- The task -
Check every line below for the word "none" and give only the number of lines where it appears.

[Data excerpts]

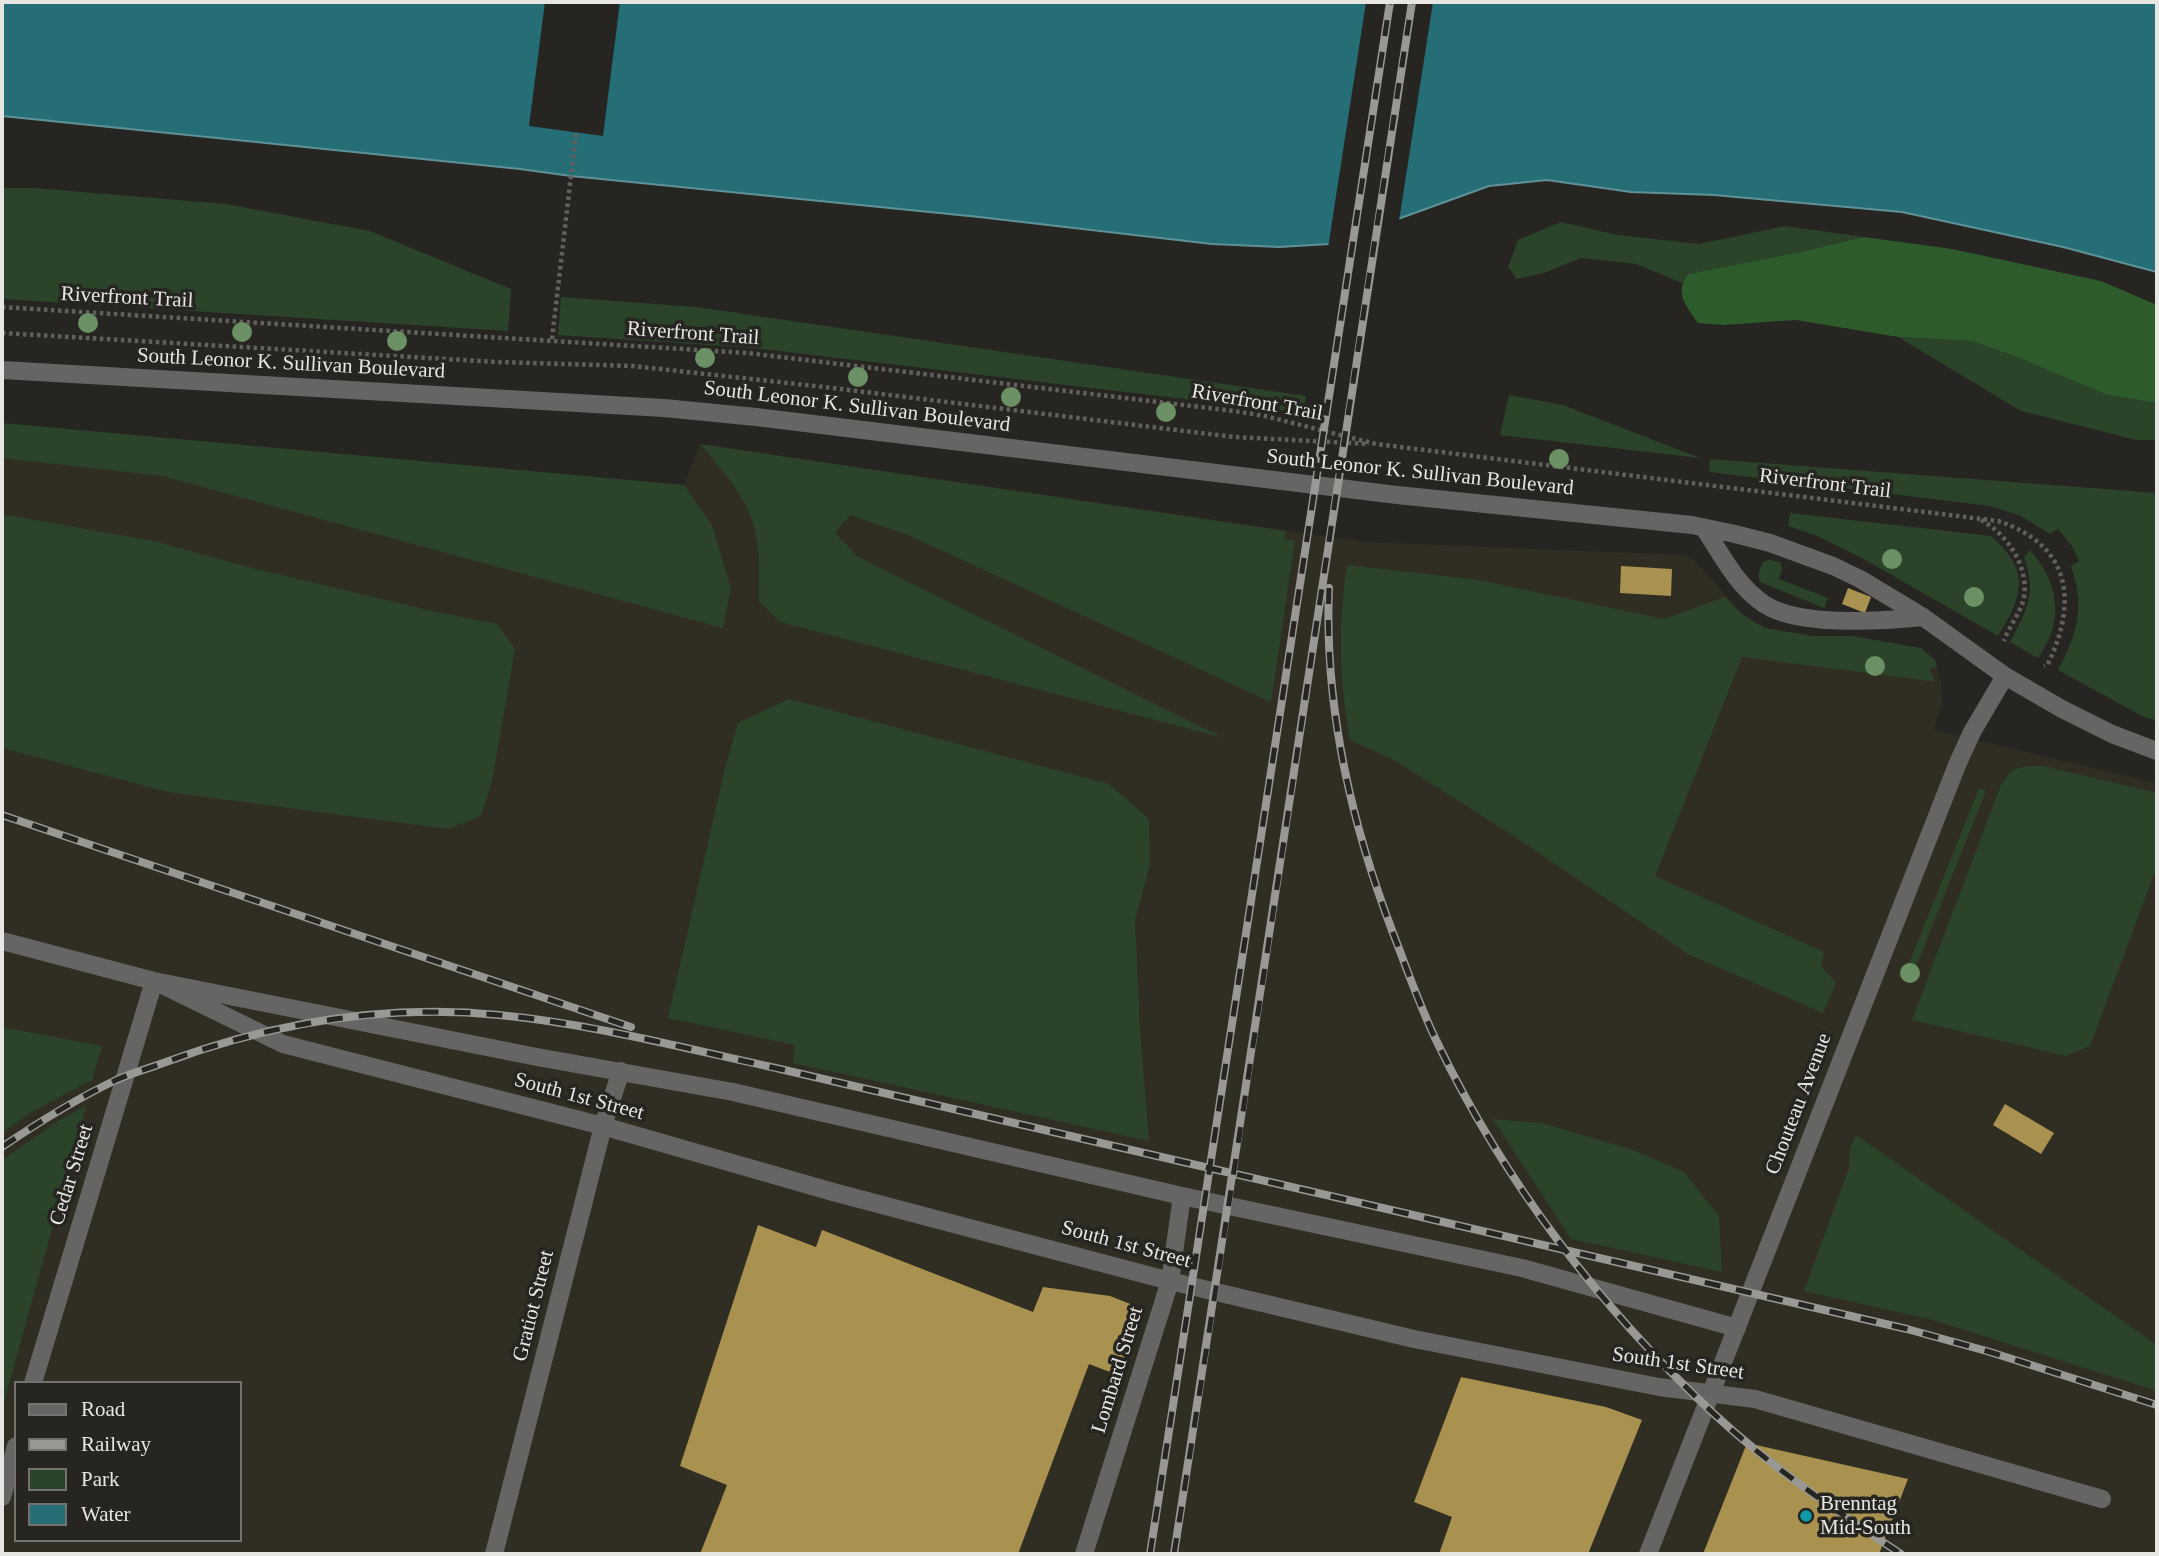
<!DOCTYPE html>
<html>
<head>
<meta charset="utf-8">
<style>
	body { margin:0 }
	#map { position:relative; width:2159px; height:1556px; overflow:hidden; background:#262521; font-family:Georgia,serif }
	canvas { display:block }
	.frame { position:absolute; inset:0; border:4px solid #e7e6e3; pointer-events:none }
	.legend { position:absolute; left:14px; top:1381px; width:228px; height:161px; box-sizing:border-box; background:#262521; border:2px solid #73726f; margin:0; padding:9px 12px; list-style:none; font-size:21px; color:#e7e6e3 }
	.legend li { display:flex; align-items:center; gap:14px; height:35px }
	.legend b { width:35px; border:2px solid #73726f }
</style>
</head>
<body>
<div id="map">
<canvas width="2159" height="1556"></canvas>
<div class="frame"></div>
<ul class="legend">
<li><b style="height:9px;background:#676564"></b>Road</li>
<li><b style="height:9px;background:#999894"></b>Railway</li>
<li><b style="height:19px;background:#2b4429"></b>Park</li>
<li><b style="height:19px;background:#256e76"></b>Water</li>
</ul>
</div>
<script>
const c = document.querySelector('canvas').getContext('2d');
c.lineJoin = 'round';
function fill(path, color) { c.fillStyle = color; c.fill(path, 'evenodd'); }
function trace(path, color, width, dash) { c.strokeStyle = color; c.lineWidth = width; c.lineCap = dash ? 'butt' : 'round'; c.setLineDash(dash || []); c.stroke(path); }
function drawText(font, color, halo, rows, align = 'center') {
  c.font = font + ' Georgia,serif'; c.lineWidth = 7; c.setLineDash([]); c.textBaseline = 'middle'; c.strokeStyle = halo; c.fillStyle = color; for (const [text, x, y, turn = 0] of rows) {
    c.save(); c.translate(x, y); c.rotate((+turn || 0) * Math.PI / 180); c.textAlign = isNaN(turn) ? turn : align; if (halo) c.strokeText(text, 0, 0); c.fillText(text, 0, 0); c.restore();
  }
}
fill(new Path2D(`
	M2 423 684 485 700 444 1365 542 1684 555 1696 562 1743 615 1765 628 1813 636H1851L1921 648 1935 660 1941 683 1942 704 1934 730 2157 783V1554H2ZM16 1383H240V1540H16Z`), '#302d23');
fill(new Path2D(`
	M2 188H33L226 204 370 231 511 289 508 331 2 299Z
	M1561 222 1618 235 1699 244 1785 226 1864 237 1800 252 1688 274 1682 283 1636 264 1581 258 1544 273 1517 279 1508 267 1518 240Z
	M561 297 696 307 1306 396 1303 413 754 348 558 335Z
	M1898 337 1972 341 2017 357 2107 395 2157 403V440H2136L2021 411Z
	M1509 395 1563 405 1700 458 1500 435Z
	M2 423 684 485 712 525 731 588 723 628 162 476 2 458Z
	M700 444 1285 531 1284 539 1295 540 1271 702 908 535 850 515 835 533 858 557 1224 738 780 622 759 601C759 575 761 545 752 520 742 491 719 467 700 444Z
	M1710 459 2157 493V721L2142 716 2058 670C2078 633 2085 606 2071 566L2079 561 2072 546 2058 529 2050 534 2021 516 1991 506 1709 472Z
	M1790 513 1991 536C2031 571 2023 596 1998 636L1860 557 1815 535 1788 526Z
	M2 514 153 541 252 568 432 611 497 624 515 649 492 781 481 816 448 829 168 792 2 748Z
	M2030 550C2059 583 2065 621 2038 658L2010 642C2027 610 2037 593 2024 557Z
	M1769 560 1780 562 1782 568 1779 579 1828 598 1824 608 1760 582 1758 575 1763 562Z
	M1347 565 1479 580 1664 619 1725 597 1743 615 1765 628 1813 636H1851L1921 648 1935 660 1937 666 1930 669 1934 681H1930L1742 657 1655 876 1824 952 1821 966 1836 983 1823 1013 1688 954 1511 834 1394 760 1350 740C1339 681 1338 624 1347 565Z
	M789 699 1109 784 1149 819 1150 865 1135 920 1140 1030 1149 1141 793 1063 795 1045 668 1018 725 768 738 723Z
	M2026 766H2044L2157 793V866L2090 1046 2066 1056 1912 1020 2001 785 2011 771Z
	M1979 788 1986 791 1910 982 1903 979Z
	M2 1027 102 1046 92 1080 30 1113 2 1133Z
	M86 1106 2 1409V1160L58 1121Z
	M1493 1119 1542 1123 1633 1150 1684 1172 1719 1216 1722 1272 1571 1239Z
	M1856 1135 2157 1345V1391L1933 1320 1804 1291 1849 1168 1850 1149Z`), '#2b4429');
fill(new Path2D(`
	M1864 237 1952 249 2101 281 2157 305V403L2107 395 2017 357 1972 341 1898 337 1796 320 1723 325 1698 323C1686 306 1674 293 1688 274L1800 252Z`), '#2e5b2c');
const water = new Path2D(`
	M2 2H2157V272L2063 247 1902 212 1714 195 1631 192 1547 180 1489 186 1329 244 1279 247 1212 244 979 217 571 176 520 169 2 116Z`);
fill(water, '#256e76');
trace(water, '#5f9297', 2);
fill(new Path2D(`
	M545 2H620L603 136 529 126Z
	M1366 2H1433L1399 221 1328 248Z`), '#262521');
fill(new Path2D(`
	M1621 566 1672 569 1671 596 1620 593Z
	M1848 588 1871 597 1865 613 1842 604Z
	M2005 1104 2054 1133 2041 1154 1993 1125Z
	M758 1225 816 1247 822 1230 1033 1312 1043 1287 1110 1296 1143 1309 1118 1375 1089 1364 1018 1554H700L727 1485 680 1466Z
	M1461 1377 1606 1407 1642 1420 1588 1554H1439L1452 1517 1414 1502Z
	M1747 1443 1908 1479 1879 1554H1703Z`), '#a99250');
trace(new Path2D(`
	M2 307 747 353 1234 411 1265 416 1376 444 1998 521C2071 545 2078 601 2048 664L2044 666
	M2 333 497 362 633 366 824 387 1234 437 1369 444
	M552 339 576 133
	M1981 520C2007 534 2029 566 2024 597 2021 613 2009 626 2004 641`), '#61605c', 4.5, [3.5, 3.5]);
trace(new Path2D(`
	M2 370 664 408 756 417 1397 495 1692 525 1735 534 1770 543 1833 566 1860 579 1923 617 2005 676 2062 709 2112 734 2157 751
	M1704 528C1721 554 1737 586 1764 604 1798 627 1882 621 1923 617
	M2 941 154 981 537 1057 733 1092 1182 1196 1522 1268 1737 1328
	M154 981 283 1044 603 1126 833 1192 1170 1281 1414 1339 1659 1387 1755 1399 2102 1499
	M33 1383 154 981
	M2 1497 16 1446
	M494 1554 603 1126 621 1071
	M1084 1554 1170 1281 1182 1196
	M1648 1554 1957 765 1972 732 2005 676`), '#676564', 18);
const rail = new Path2D(`
	M1329 588C1324 706 1351 823 1393 933 1407 969 1420 1007 1437 1042 1504 1181 1600 1308 1713 1413 1771 1467 1836 1511 1901 1554
	M2 815 631 1027
	M2 1147C39 1122 76 1099 116 1080 132 1073 150 1068 166 1062 272 1023 386 1004 499 1015 594 1024 687 1049 780 1069L1907 1329 1990 1352 2157 1405
	M1150 1554 1390 2
	M1174 1554C1257 1037 1330 519 1412 2`);
trace(rail, '#999894', 8);
trace(rail, '#262521', 5, [16]);
c.fillStyle = '#6b9066';
for (const [x, y] of [
	[88,323],
	[242,332],
	[397,341],
	[705,358],
	[858,377],
	[1011,397],
	[1166,412],
	[1559,459],
	[1892,559],
	[1974,597],
	[1875,666],
	[1910,973]
]) { c.beginPath(); c.arc(x, y, 10, 0, 2 * Math.PI); c.fill(); }
for (const [x, y, r, color] of [
	[1806,1516,7,"#0f9aa8"]
]) { const dot = new Path2D(); dot.arc(x, y, r, 0, 2 * Math.PI); c.fillStyle = color; c.fill(dot); trace(dot, '#262521', 2.5); }
drawText('21px', '#e7e6e3', '#262521', [
	["Riverfront Trail",127,298,3],
	["Riverfront Trail",693,334,4],
	["South Leonor K. Sullivan Boulevard",291,364,3],
	["Riverfront Trail",1257,403,10],
	["South Leonor K. Sullivan Boulevard",857,407,7],
	["South Leonor K. Sullivan Boulevard",1420,473,6],
	["Riverfront Trail",1825,484,7],
	["South 1st Street",579,1097,15],
	["Chouteau Avenue",1799,1104,-69],
	["Cedar Street",72,1175,-73],
	["South 1st Street",1126,1245,15],
	["Gratiot Street",534,1306,-76],
	["South 1st Street",1678,1364,8],
	["Lombard Street",1118,1370,-73]
]);
drawText('21px', '#e7e6e3', '#262521', [
	["Brenntag",1820,1504],
	["Mid-South",1820,1528]
], 'left');
</script>
</body>
</html>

- Task solution -
2